*Dataset content*:
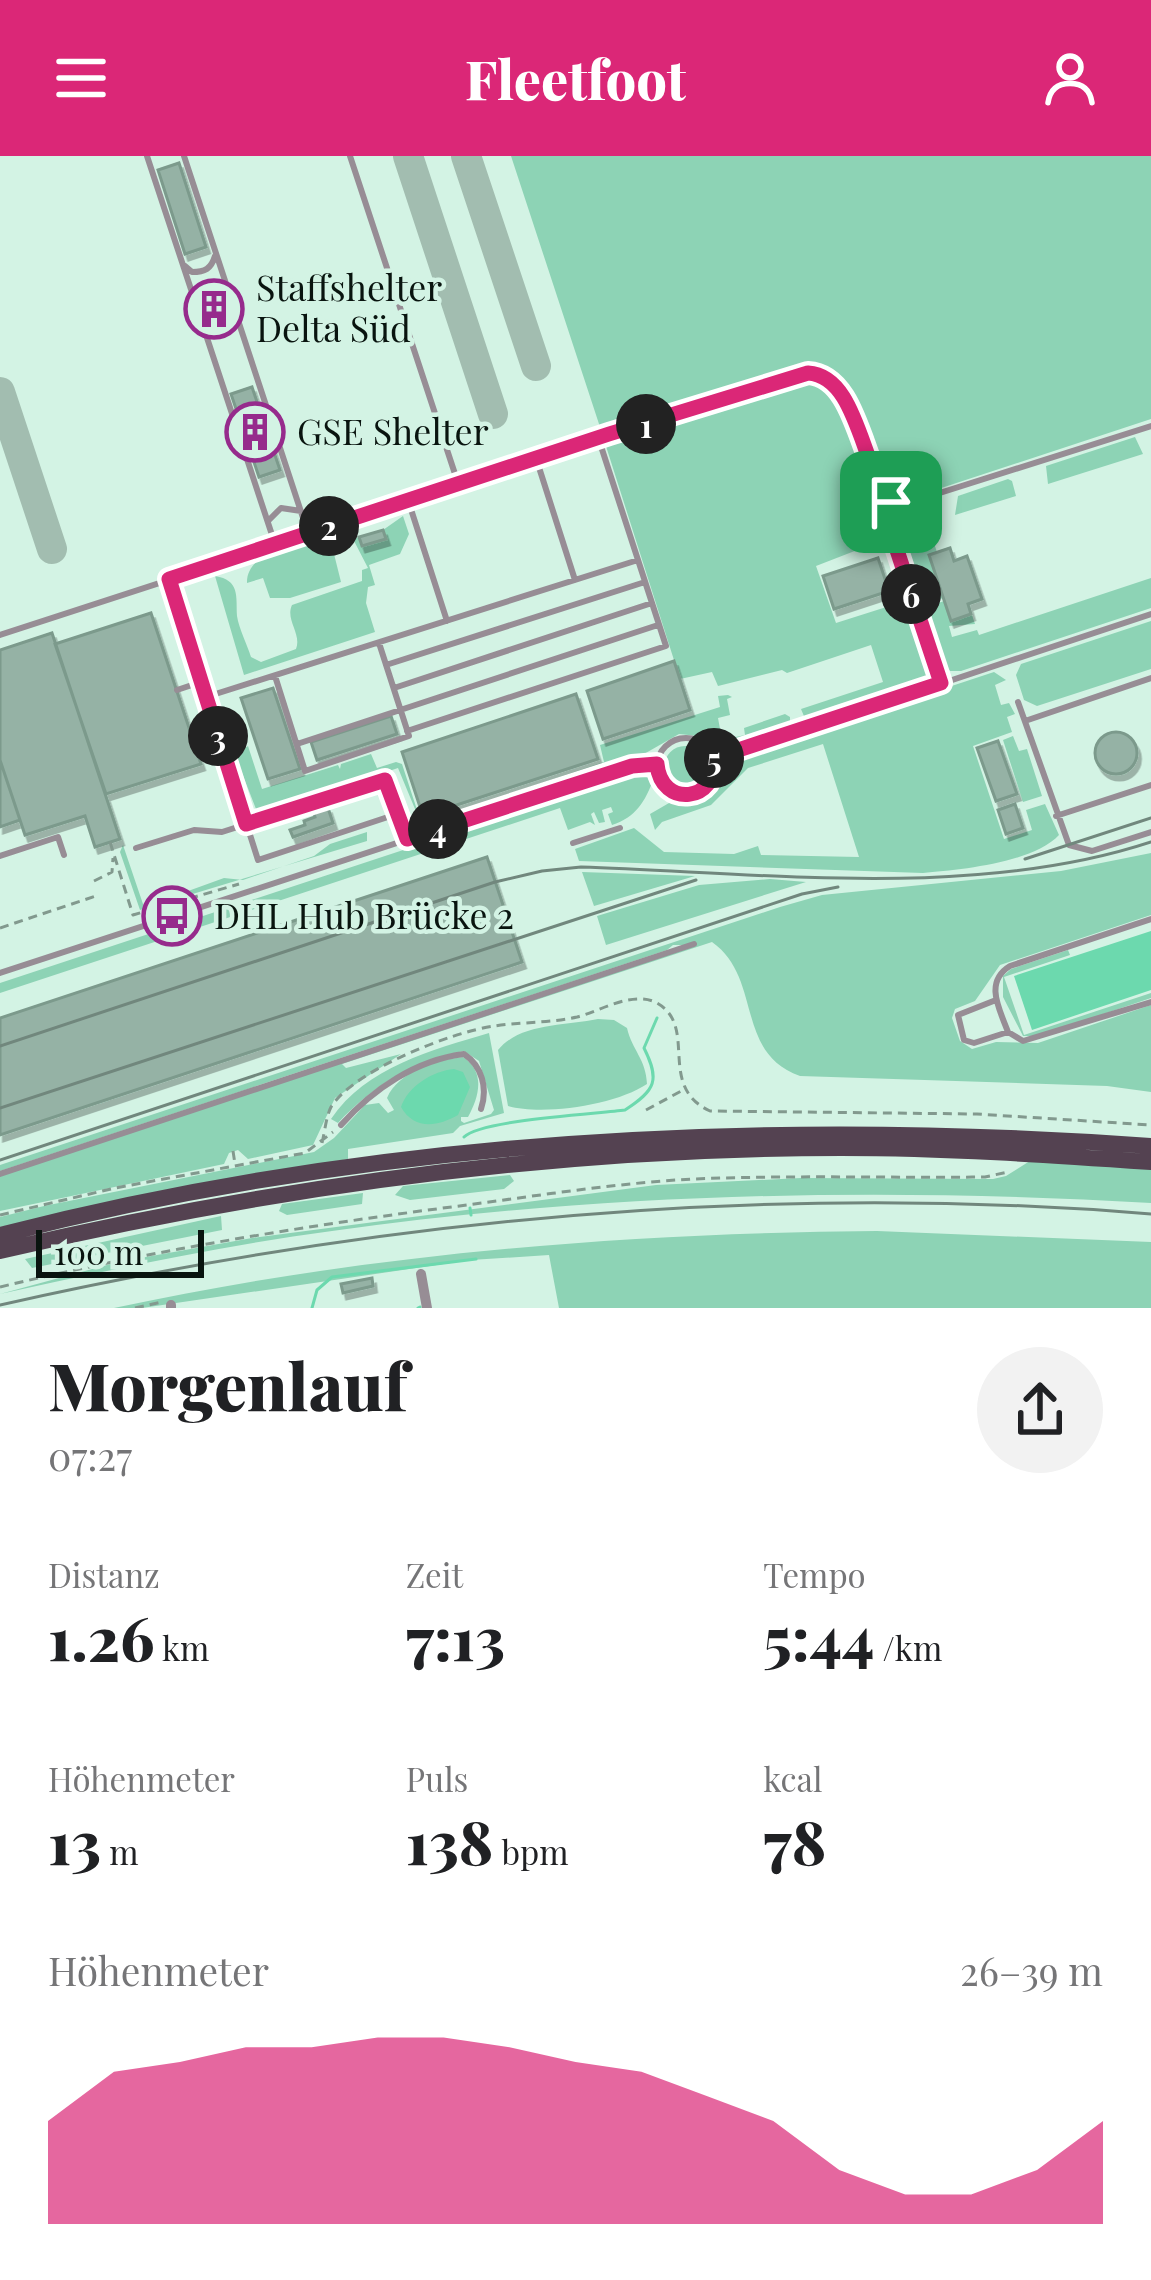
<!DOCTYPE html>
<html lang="de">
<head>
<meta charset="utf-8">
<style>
  body { margin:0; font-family:"Playfair Display",serif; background:#f2f2f2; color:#202124; height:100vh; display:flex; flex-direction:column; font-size:45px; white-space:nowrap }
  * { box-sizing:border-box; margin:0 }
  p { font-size:39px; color:#757577 }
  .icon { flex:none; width:66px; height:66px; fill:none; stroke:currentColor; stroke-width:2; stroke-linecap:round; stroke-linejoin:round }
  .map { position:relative; height:1152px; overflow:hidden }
  .side { display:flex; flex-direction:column; background:#fff; flex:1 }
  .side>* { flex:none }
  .scale { position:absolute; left:36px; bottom:30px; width:168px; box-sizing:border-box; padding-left:12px; border:6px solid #09140f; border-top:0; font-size:33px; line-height:42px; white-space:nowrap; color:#09140f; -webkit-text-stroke:9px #d3f3e4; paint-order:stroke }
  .pin { position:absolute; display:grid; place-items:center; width:102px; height:102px; color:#fff; margin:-51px; border-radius:24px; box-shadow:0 6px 18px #0006 }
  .km { position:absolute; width:60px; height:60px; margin:-30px; border-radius:50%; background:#222; color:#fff; font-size:33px; line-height:60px; text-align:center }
  .round { display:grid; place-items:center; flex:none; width:126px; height:126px; border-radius:63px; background:#f2f2f2 }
  .head { display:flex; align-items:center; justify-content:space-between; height:204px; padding:0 48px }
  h1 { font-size:66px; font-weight:800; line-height:90px }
  .stats { display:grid; grid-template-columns:repeat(3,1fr); gap:18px; height:204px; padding:12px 48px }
  .stats div { display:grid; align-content:center }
  .stats b { font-size:60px; font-weight:800 }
  .stats small { font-size:33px; font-weight:400 }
  .stats p { font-size:33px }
  .chart { height:336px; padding:24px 48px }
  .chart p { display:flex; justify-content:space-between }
  .chart svg { width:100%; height:216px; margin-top:12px; fill:#db2777; opacity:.7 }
  header { display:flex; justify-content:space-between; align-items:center; height:156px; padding:0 48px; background:#db2777; color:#fff; font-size:54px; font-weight:800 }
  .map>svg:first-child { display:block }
  .green { fill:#8dd3b5 }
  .water { fill:#6cd9ae }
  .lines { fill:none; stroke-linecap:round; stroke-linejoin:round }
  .stream { stroke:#6cd9ae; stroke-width:3 }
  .taxiway { stroke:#a2bdb0; stroke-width:30 }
  .building { fill:#95b2a5; stroke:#7c9a8c; stroke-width:3; filter:url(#shadow) }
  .path { stroke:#82998e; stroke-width:3; stroke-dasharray:9 6; stroke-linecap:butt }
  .lane { stroke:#978d95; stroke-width:6 }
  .street { stroke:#978d95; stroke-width:10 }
  .primary { stroke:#544251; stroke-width:16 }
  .rail { stroke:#71877d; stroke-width:3 }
  .route-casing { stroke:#fff; stroke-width:24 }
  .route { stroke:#db2777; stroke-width:15 }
  .labels { text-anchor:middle; stroke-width:9; stroke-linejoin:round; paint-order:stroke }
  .poi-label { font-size:36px; fill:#09140f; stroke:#d3f3e4; text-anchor:start }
</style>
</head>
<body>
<header><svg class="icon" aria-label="menu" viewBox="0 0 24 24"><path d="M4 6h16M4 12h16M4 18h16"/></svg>Fleetfoot<svg class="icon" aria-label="person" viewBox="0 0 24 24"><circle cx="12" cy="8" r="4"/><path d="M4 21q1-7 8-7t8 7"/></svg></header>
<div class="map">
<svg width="1151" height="1152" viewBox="0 0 1151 1152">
  <defs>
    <filter id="shadow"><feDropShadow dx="3.5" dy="6" stdDeviation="0" flood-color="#0004"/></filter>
  </defs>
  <rect width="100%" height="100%" fill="#d3f3e4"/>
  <path class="green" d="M511 0H1151V263L923 338C904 341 894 336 874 343L885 378 883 384 816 410 836 467 899 447 910 452 927 508 926 522 918 529 806 565 801 553 883 526 871 489 787 517 782 514 718 530 712 516 680 523 605 287 756 237 754 227 645 262 638 258 600 271Z
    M1135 281 1143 298 1048 328 1046 310Z
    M1008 323 1012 325 1016 340 955 359 958 340Z
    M927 350 940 363 928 370 937 396 929 399 943 442 922 449 896 373 914 354Z
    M403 360 409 378 400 398 369 409 375 429 368 431 366 447 375 476 244 519 215 420C240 424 236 440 237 460 239 473 247 488 251 501L261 506 296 493C302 478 285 464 292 449L362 425V414L368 412 353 383 359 381 362 390 385 383 383 374Z
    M333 377 341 381 332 390 341 426 290 442H270L263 422 247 427C246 393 306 386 333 377Z
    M1151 422V452L961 515H950L941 505 924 452 944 445 951 465 972 459 975 468 949 470 952 481 977 474 979 479Z
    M1151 465V513L1037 550 1024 544 1016 519 1021 508Z
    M994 516 1006 524 995 529 1001 549 1009 547 1015 558 1007 561 1012 576 973 590 1004 683 1032 674 1026 654 1045 648 1059 679C1033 707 959 714 923 717L579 705 575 693 634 672 664 696 734 698 758 690 761 699 859 701 823 588 748 612 711 649 662 666 655 674 650 658 676 643 702 640 723 612 743 599Z
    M728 539 732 541 727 543 730 559 718 562 722 584 745 579 744 572 785 558 790 561V571L722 590 698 580 679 578 644 598 511 642 505 639 604 606 600 589 720 551 718 540Z
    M1013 580 1019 595 1027 593 1042 640 1023 646 1003 584Z
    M248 590 262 633 338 609 340 613 341 608 371 598 377 612 396 606 402 608 420 663 425 665H420L398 612 276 653H256L235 599Z
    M664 611a21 21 0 1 1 42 0a21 21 0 1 1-42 0Z
    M627 620 654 622C645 646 636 661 612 669L608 658 613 656 611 651 602 654 605 666 599 667 594 656 591 658 595 669 590 666 568 674 560 652 0 837V827Z
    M367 676V685L140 754 120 696 123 689 144 751 224 722 243 724 314 700 330 688Z
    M1151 697V759L1000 809 975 845 955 853 952 862 960 885 972 893 996 886 1038 887 1151 849V936L1107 930 800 920C734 897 763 822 712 786L342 908 346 912 401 898 335 942 313 989 248 1003 238 994 229 997 224 1008 0 1055V1020L685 789H673L667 794 0 1015V1009L780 751 822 739 1061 715Z
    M582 716 695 720 594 750Z
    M770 723 806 726 606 789 597 760 699 729Z
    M1068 794 1070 799 1004 821 1024 879 1151 837V842L1038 880H1023L1003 841V820L1011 813Z
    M598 863 614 864 627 872C632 894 646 903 647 928 616 949 543 960 508 950L498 894C520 867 564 870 598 863Z
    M489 877 504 957 460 970 453 977 348 993V1003L0 1071V1061L44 1050 314 996 334 982 365 949 379 947 388 957 394 954 387 942C399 915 436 904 463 901 486 916 479 941 468 961H461V965L464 967 491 958 494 954 479 905 464 895C416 903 371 931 338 967L331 963C366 911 432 894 489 877Z
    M1033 1003 1151 1013V1047C877 1031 604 1037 332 1075 220 1090 110 1114 0 1138L118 1106 252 1082 656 1029 801 1022 993 1023 1006 1020Z
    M510 1019 514 1025 504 1033 410 1044 395 1039 403 1030Z
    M363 1037 362 1048 287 1059 279 1055 282 1048Z
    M221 1060 222 1074 32 1112 25 1103Z
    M877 1075 1151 1086V1152H559L549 1099 471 1104 142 1152H114C365 1098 622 1077 877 1075Z"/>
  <path class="water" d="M1151 775V834L1032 874 1014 820Z
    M454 913 463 916 470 931 458 959C437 971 414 974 401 951 408 930 433 915 454 913Z"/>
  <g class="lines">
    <path class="stream" d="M464 981C481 964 593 958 625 954 656 934 660 924 644 892L657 862
      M470 1052 471 1059
      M312 1152 317 1134 332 1121 476 1103
      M418 1152 420 1151"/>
    <path class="taxiway" d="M408 0 493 258
      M466 0 536 210
      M0 236 52 393"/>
  </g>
  <path class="building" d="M179 7 206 91 185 98 158 14Z
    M222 143 226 156 206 162 202 150Z
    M252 231 280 314 259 321 231 238Z
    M383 374 386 383 362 390 359 381Z
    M950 392 954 405 967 400 982 443 968 448 971 458 951 465 929 399Z
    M878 402 889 435 834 453 823 420Z
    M151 457 201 608 106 638 55 488Z
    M52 477 120 683 95 691 85 660 25 679 0 604V494Z
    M674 505 690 554 603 583 587 535Z
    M273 532 300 613 268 623 241 542Z
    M576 538 598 603 423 660 402 596Z
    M391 560 397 578 317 604 311 586Z
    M1095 597a21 21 0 1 1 42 0a21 21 0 1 1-42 0Z
    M998 585 1017 638 996 645 977 592Z
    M0 604 20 664 0 671Z
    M1015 648 1023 672 1006 678 998 654Z
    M328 652 333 667 293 681 290 674 305 669 304 665 315 661 314 657Z
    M487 701 522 806 0 979V862Z
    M372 1122 373 1130 343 1137 341 1128Z"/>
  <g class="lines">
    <path class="path" d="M110 686 133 759 239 728
      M94 725 112 716 113 702
      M0 772 99 739
      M646 954 683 934
      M322 987C325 975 326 961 331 951 354 914 452 876 494 870 522 866 550 867 577 861 601 855 633 834 657 847 699 871 656 930 710 955L977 958 1151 969
      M233 995 235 1008
      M0 1059 115 1032 305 997 333 976
      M0 1131C154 1094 309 1069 467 1049 542 1039 618 1027 693 1023 791 1019 888 1022 985 1021L1008 1016
      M135 1152 162 1146"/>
    <path class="lane" d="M147 0 275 388
      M184 0 308 377
      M350 0 458 327
      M185 110 192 116C205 116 211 113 215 100
      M536 302 575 424
      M408 344 447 465
      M891 346 887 361 941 528
      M269 364 281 352 301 355
      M169 424 258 704 397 658
      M0 479 798 219C859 209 859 309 891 346L905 348 1151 270
      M386 509 645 426
      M275 520 305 615 409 580 379 487
      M394 532 652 447
      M177 534 201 526
      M206 541 638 404
      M1018 546 1069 689 1092 695 1151 676
      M1025 565 1151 522
      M407 575 666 490 598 281
      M657 611a29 29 0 1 1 58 0a29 29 0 1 1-58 0Z
      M297 588 658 469
      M714 603 1151 458
      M1056 660 1151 629
      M573 687 620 672
      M136 692 194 674 222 676 385 624 407 683
      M0 700 58 681 64 699
      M1151 763 1010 810C984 826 999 852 1008 876L1023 885 1151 846
      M0 817 632 610 657 608
      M996 844 958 859 964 884 974 887 1008 876
      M341 969C373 933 416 904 464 898 482 910 488 932 481 953
      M0 1018 694 788"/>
    <path class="street" d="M421 1118 427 1152
      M171 1149V1152"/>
    <path class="primary" d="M0 1079C376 982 765 962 1151 990
      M0 1095C276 1030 557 992 841 992 945 992 1048 999 1151 1006"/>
    <path class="rail" d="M1025 703 1151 662
      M0 890 495 726 542 715 581 711C765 717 975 744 1151 686
      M0 952 696 724
      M0 1004 802 738 838 731
      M0 1149C377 1064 765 1026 1151 1058"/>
  </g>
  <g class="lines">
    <defs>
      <path id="route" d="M808 217C858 220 861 311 891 346L886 361 941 527 714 602C719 646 661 653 657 608L632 610 407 683 385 624 246 668 169 423 609 278Z"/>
    </defs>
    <use href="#route" class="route-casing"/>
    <use href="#route" class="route"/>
  </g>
  <defs>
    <symbol id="building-ring" viewBox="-11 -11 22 22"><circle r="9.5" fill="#d3f3e4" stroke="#962b8c" stroke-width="1.5"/><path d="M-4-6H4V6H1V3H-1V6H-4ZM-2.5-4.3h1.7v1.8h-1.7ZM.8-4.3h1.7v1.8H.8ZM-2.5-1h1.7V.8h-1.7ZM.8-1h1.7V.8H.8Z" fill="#962b8c"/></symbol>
    <symbol id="bus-ring" viewBox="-11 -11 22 22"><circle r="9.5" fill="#d3f3e4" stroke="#962b8c" stroke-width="1.5"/><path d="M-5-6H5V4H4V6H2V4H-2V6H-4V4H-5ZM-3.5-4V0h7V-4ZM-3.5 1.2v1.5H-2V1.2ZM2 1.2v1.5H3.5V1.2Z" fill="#962b8c"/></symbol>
  </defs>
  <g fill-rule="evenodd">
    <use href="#building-ring" x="181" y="120" width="66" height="66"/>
    <use href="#building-ring" x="222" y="243" width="66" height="66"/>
    <use href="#bus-ring" x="139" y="727" width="66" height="66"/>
  </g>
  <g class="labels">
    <g class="poi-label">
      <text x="256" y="145">Staffshelter<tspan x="256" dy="41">Delta Süd</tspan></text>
      <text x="297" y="289">GSE Shelter</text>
      <text x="214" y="773">DHL Hub Brücke 2</text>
    </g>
  </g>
</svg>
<div class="scale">100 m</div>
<div class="pin" style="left:891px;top:346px;background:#1e9e55"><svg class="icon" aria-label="arrive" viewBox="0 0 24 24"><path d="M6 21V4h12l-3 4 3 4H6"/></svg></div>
<b class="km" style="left:646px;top:268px">1</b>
<b class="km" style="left:329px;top:370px">2</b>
<b class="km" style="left:218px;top:580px">3</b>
<b class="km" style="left:438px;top:673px">4</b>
<b class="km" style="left:714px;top:602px">5</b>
<b class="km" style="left:911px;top:438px">6</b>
</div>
<section class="side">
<div class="head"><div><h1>Morgenlauf</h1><p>07:27</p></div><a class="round"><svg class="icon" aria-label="share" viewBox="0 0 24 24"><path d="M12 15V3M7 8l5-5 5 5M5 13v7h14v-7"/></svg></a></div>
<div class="stats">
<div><p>Distanz</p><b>1.26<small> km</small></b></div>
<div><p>Zeit</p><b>7:13</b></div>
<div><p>Tempo</p><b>5:44<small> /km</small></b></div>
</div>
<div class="stats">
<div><p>Höhenmeter</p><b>13<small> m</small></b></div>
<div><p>Puls</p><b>138<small> bpm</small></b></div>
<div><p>kcal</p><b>78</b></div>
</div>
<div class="chart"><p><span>Höhenmeter</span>26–39 m</p>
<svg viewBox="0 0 160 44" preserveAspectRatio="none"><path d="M0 44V23L10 13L20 11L30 8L40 8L50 6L60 6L70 8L80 11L90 13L100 18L110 23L120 33L130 38L140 38L150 33L160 23V44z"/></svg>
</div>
</section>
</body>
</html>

*What you should do*:
Search the listing above for the lines with "M328 652 333" and "M1056 660 1151 629", then output those lines and all lines between them exactly.

*Response to the exercise*:
    M328 652 333 667 293 681 290 674 305 669 304 665 315 661 314 657Z
    M487 701 522 806 0 979V862Z
    M372 1122 373 1130 343 1137 341 1128Z"/>
  <g class="lines">
    <path class="path" d="M110 686 133 759 239 728
      M94 725 112 716 113 702
      M0 772 99 739
      M646 954 683 934
      M322 987C325 975 326 961 331 951 354 914 452 876 494 870 522 866 550 867 577 861 601 855 633 834 657 847 699 871 656 930 710 955L977 958 1151 969
      M233 995 235 1008
      M0 1059 115 1032 305 997 333 976
      M0 1131C154 1094 309 1069 467 1049 542 1039 618 1027 693 1023 791 1019 888 1022 985 1021L1008 1016
      M135 1152 162 1146"/>
    <path class="lane" d="M147 0 275 388
      M184 0 308 377
      M350 0 458 327
      M185 110 192 116C205 116 211 113 215 100
      M536 302 575 424
      M408 344 447 465
      M891 346 887 361 941 528
      M269 364 281 352 301 355
      M169 424 258 704 397 658
      M0 479 798 219C859 209 859 309 891 346L905 348 1151 270
      M386 509 645 426
      M275 520 305 615 409 580 379 487
      M394 532 652 447
      M177 534 201 526
      M206 541 638 404
      M1018 546 1069 689 1092 695 1151 676
      M1025 565 1151 522
      M407 575 666 490 598 281
      M657 611a29 29 0 1 1 58 0a29 29 0 1 1-58 0Z
      M297 588 658 469
      M714 603 1151 458
      M1056 660 1151 629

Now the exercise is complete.